И вообще: почему вы думаете, что Мандельштам, именно в этот период устроивший переэкзаменовку всем своим прежним миростроительным установкам, обошел христианство, не коснулся его? Коснулся, еще как коснулся!.. “Не искушай чужих наречий” тому подтверждение. Будьте же объективны и справедливы!
Я впервые увидела, как бледнеет и без того бледное лицо – до пепла.
Сняла очки, отложила в сторону рукописные листочки, с которыми никогда не расставалась, приподнялась с подушек:
– Дайте слово, что не опубликуете этот комментарий, по крайней мере, пока я жива.
Слово я дала и не только сдержала – передержала: вот уже за четверть века перевалило, как ее нет на этом свете, а разбор мой так никого и не искусил, затерян в черновиках, даже не знаю – жив ли?..
Ну и ладно: среди множества цезур и белых пятен, оставленных мной “по жизни”, пусть белеет и это.
Статья “Осип Мандельштам – поэт иудейский” [858] была написана уже в Израиле, поэтому Н. Я. ознакомиться с ней никак не могла.
858
Мандельштам – один из наиболее часто переводимых на иврит поэтов. Армия его переводчиков неуклонно растет и сегодня. Проблема в качестве переводов! И не только стихов О. М., а вообще в качестве любой силлабо-тоники, переводимой на иврит. Успехи случаются, но они редки. Трудно сказать, существуют ли “лучшие” переводы Мандельштама на этот язык. Скорее всего, на иврите он до сих пор еще не состоялся.

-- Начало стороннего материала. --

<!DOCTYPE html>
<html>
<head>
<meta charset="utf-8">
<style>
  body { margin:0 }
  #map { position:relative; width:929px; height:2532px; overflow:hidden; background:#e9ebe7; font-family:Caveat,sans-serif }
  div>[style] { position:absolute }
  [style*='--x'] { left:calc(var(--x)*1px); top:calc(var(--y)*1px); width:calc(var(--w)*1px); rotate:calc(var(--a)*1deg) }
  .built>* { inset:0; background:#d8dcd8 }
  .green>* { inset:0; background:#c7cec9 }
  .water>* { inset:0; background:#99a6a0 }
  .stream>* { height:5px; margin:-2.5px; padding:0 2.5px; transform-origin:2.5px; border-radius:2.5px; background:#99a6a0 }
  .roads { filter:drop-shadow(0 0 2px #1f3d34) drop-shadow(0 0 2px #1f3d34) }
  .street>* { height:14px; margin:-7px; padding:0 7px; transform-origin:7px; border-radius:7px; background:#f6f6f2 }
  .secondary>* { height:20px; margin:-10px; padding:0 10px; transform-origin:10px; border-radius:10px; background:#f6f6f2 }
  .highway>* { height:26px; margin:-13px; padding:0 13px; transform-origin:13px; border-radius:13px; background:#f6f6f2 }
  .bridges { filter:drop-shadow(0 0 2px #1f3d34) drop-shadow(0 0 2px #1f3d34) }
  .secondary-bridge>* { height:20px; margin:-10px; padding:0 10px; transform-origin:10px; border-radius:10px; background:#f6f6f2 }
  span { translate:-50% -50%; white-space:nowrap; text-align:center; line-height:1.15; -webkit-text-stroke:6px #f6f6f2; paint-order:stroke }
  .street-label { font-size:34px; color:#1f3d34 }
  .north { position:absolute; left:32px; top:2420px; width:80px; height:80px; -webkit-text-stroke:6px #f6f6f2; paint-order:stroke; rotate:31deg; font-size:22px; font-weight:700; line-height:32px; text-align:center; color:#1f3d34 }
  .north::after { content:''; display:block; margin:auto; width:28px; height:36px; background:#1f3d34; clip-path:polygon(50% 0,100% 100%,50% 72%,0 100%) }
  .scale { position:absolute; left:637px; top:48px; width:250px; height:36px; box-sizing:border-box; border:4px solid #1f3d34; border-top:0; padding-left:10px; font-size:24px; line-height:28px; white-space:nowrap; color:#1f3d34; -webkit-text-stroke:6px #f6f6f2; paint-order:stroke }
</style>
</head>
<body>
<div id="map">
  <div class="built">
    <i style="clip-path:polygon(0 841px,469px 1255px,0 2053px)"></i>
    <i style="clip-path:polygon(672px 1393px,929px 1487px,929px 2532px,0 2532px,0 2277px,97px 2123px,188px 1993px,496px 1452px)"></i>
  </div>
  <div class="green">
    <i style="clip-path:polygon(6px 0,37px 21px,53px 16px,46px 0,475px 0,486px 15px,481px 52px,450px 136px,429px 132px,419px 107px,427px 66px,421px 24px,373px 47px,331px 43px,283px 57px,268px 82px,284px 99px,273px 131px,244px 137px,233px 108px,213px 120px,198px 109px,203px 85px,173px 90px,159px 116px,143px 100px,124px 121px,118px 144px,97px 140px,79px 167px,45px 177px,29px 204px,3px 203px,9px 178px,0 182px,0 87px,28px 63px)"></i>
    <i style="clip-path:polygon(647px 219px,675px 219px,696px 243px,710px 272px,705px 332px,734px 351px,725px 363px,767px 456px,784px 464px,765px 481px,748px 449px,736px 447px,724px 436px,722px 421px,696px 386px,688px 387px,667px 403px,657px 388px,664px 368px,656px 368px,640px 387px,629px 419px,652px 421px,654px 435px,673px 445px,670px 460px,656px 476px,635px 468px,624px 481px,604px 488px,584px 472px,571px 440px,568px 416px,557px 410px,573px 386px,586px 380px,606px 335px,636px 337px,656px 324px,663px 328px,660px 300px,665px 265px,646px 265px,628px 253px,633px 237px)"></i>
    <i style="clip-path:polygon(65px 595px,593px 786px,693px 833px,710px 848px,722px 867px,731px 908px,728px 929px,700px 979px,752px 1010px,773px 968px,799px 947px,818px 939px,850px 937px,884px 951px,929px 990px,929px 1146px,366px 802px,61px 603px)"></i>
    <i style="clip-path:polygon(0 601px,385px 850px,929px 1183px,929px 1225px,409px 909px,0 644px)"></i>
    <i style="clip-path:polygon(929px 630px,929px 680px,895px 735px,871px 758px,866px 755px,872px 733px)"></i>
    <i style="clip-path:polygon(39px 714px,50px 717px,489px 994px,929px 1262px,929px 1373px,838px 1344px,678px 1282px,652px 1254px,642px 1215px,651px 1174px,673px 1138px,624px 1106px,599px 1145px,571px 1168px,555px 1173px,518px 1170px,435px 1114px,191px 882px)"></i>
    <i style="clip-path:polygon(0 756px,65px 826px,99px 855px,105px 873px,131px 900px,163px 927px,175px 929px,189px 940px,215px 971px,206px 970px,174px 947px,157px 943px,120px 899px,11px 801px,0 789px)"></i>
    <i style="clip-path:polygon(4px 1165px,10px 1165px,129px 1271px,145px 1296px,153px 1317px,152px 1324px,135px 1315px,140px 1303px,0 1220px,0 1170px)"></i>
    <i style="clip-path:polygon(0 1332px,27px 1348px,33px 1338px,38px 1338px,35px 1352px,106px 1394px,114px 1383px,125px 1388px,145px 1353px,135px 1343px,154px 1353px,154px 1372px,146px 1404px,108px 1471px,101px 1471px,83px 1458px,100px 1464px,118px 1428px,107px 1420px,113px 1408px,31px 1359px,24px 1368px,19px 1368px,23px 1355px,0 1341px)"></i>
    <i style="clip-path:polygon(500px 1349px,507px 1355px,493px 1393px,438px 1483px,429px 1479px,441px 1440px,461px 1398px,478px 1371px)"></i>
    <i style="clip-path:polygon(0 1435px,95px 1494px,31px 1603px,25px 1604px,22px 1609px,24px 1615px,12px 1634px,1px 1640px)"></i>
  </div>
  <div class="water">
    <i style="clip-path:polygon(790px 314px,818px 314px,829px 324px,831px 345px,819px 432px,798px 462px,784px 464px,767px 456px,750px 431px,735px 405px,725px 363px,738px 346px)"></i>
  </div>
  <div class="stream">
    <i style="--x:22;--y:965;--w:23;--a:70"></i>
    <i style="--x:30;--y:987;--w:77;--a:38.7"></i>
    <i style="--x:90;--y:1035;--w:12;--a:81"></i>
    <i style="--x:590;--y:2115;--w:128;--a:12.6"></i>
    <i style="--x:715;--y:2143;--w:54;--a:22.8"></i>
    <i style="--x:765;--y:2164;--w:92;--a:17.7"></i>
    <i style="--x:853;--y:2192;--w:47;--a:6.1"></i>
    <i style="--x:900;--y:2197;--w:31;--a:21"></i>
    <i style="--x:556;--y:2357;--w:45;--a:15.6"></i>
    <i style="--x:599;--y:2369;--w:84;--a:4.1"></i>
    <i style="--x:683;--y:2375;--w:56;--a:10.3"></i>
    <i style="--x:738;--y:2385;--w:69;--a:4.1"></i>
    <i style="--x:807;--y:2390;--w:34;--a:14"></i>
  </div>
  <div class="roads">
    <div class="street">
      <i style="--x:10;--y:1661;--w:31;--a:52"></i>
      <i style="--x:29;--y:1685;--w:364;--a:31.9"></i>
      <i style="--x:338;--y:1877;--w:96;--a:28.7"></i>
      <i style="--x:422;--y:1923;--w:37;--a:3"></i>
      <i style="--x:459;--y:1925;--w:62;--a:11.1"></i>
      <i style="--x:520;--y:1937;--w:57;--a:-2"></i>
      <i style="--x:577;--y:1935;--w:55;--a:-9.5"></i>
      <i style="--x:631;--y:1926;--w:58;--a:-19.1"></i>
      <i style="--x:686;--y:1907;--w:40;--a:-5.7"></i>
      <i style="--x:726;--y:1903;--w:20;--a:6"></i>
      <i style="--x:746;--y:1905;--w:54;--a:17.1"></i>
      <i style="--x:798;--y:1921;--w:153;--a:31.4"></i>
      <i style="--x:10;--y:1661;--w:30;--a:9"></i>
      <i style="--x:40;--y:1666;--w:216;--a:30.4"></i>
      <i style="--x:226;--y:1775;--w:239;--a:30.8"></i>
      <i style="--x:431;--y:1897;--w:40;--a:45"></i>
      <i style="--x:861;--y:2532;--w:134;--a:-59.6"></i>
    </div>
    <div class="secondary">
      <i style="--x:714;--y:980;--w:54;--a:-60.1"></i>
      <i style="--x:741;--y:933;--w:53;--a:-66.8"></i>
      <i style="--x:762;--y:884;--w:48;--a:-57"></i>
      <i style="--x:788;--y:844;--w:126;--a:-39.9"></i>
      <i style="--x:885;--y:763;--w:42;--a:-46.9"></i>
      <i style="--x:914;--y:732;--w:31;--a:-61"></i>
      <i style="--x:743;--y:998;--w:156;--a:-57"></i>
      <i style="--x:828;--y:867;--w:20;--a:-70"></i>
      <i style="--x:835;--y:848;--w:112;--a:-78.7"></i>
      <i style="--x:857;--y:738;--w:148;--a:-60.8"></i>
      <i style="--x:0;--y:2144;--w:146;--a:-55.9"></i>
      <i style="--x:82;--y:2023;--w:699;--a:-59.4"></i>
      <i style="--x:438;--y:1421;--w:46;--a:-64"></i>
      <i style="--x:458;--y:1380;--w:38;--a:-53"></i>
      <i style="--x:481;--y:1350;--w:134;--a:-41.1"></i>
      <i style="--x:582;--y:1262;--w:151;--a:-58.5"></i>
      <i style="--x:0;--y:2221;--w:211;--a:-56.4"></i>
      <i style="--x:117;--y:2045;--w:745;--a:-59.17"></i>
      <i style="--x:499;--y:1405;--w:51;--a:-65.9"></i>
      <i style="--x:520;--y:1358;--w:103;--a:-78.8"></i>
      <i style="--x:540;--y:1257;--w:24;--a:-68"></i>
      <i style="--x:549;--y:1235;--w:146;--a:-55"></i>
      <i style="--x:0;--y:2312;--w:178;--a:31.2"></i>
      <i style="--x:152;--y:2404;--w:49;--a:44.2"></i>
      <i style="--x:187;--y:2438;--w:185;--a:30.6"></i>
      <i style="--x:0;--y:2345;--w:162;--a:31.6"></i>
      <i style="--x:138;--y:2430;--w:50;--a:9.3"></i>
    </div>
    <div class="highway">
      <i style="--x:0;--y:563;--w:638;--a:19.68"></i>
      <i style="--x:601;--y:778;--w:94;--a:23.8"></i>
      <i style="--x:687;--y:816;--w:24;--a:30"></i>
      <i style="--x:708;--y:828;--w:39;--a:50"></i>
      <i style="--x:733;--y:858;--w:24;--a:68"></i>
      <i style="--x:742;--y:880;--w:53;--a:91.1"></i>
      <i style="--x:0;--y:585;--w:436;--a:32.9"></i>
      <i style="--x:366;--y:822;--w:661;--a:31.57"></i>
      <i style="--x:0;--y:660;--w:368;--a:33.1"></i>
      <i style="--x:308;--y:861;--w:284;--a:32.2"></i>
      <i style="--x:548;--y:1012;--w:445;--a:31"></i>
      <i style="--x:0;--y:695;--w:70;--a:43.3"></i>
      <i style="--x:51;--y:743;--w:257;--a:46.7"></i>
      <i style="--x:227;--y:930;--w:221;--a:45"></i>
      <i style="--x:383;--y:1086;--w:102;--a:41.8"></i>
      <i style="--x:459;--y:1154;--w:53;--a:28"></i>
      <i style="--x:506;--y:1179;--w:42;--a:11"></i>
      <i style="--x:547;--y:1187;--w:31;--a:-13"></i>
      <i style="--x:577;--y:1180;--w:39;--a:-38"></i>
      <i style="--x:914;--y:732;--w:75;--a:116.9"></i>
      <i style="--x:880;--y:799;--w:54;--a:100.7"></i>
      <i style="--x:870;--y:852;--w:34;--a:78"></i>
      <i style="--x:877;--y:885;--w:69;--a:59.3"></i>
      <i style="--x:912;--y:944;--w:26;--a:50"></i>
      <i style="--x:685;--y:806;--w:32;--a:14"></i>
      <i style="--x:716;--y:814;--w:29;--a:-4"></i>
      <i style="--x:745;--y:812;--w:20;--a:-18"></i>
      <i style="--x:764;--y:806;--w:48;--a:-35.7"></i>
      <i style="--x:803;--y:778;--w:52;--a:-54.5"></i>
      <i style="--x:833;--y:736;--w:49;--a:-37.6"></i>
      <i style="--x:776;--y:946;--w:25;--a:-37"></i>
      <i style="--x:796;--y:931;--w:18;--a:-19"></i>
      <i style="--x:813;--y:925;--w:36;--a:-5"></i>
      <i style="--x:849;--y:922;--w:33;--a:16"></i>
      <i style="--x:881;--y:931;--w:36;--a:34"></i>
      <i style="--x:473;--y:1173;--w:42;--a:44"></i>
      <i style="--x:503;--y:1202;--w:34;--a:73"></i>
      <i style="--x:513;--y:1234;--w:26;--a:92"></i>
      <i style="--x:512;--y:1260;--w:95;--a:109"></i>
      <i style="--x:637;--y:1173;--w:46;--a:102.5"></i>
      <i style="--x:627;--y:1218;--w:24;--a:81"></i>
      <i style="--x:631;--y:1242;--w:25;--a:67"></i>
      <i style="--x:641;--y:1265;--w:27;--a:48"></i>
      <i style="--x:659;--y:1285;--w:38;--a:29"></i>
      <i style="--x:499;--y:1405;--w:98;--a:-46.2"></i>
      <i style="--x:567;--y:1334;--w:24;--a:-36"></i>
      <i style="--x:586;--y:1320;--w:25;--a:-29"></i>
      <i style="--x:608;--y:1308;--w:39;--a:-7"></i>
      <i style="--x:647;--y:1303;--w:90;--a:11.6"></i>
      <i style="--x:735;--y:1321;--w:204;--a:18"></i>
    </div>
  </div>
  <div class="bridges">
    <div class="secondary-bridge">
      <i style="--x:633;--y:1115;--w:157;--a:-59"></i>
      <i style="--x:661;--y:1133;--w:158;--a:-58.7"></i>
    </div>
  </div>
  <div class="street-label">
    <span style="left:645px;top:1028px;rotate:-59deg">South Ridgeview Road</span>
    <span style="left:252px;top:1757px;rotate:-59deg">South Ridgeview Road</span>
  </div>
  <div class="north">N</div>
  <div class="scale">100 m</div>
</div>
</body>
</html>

(Впрочем, как мне доподлинно известно, в конце семидесятых русскоязычная израильская журнальная пресса в том или ином виде до России доходила… Кто знает?
Известные Н. Я. наброски в статье практически не использованы. Да и вызвана она совсем не первооткрывательским филологическим азартом, как было в Союзе…
Архитектура здешнего неба, земля цвета охры, лилово-красное цветение деревьев, лепка лиц – всё это ошарашивало.
Вместо привычного, но малодоступного личному опыту испытания поэзии временем обстоятельства подбросили мне вызывающе демонстративное “испытание пространством”.
Название статьи способно ввести в заблуждение.
Эпитет ни в коем случае не относится к вероисповедальным праотцовским корням личности поэта.
География тут более значима, чем история, а топография важнее биографии: “иудейский” – это как Иудейские горы или Иудейская пустыня.
Тогда для меня из всей русской поэзии только строчки Мандельштама не выцвели под первобытным израильским солнцем, и только его стихи звучали в рифму иудейским холмам…
Но, вернувшись в тогда, снова и снова вопрошаю: что это было?..
И тут возможны два и только два варианта.
Либо я что-то важное в Н. Я. проглядела, упустила, и это – ее христианство.
Я-то полагала, что у нее христианство – чисто культурное переживание высшего порядка: от Гейне до Мандельштама христианство, эта “ветка Палестины” и “младшая сестра земли иудейской”, давало еврею не просто входной билет в европейскую культуру, но и нечто большее – чувство причастности, законности своего пребывания в этой самой культуре… А без нее и жить-то не стоит.
Такое же отношение она приписывала Мандельштаму: сын, отпущенный отцом на волю для свободной игры с его творением…
А что, если – нет, если я ошиблась, и ее христианство намного ближе к вере в Христа, чем к любви к Шуберту и Гёте?
Тогда, значит, я оскорбила в ней веру, да еще по дороге Мандельштама взяла в заложники…
Возможен, однако, – и даже очень! – другой вариант…
Ведь она со мной не спорила, не протестовала, не опровергала… Просто попросила… А значит, признала мою правоту. А значит, это не я в ней, а она сама что-то в Мандельштаме сильно недопоняла, нечто существенное в нем просмотрела, проворонила во время их Воронежского сидения.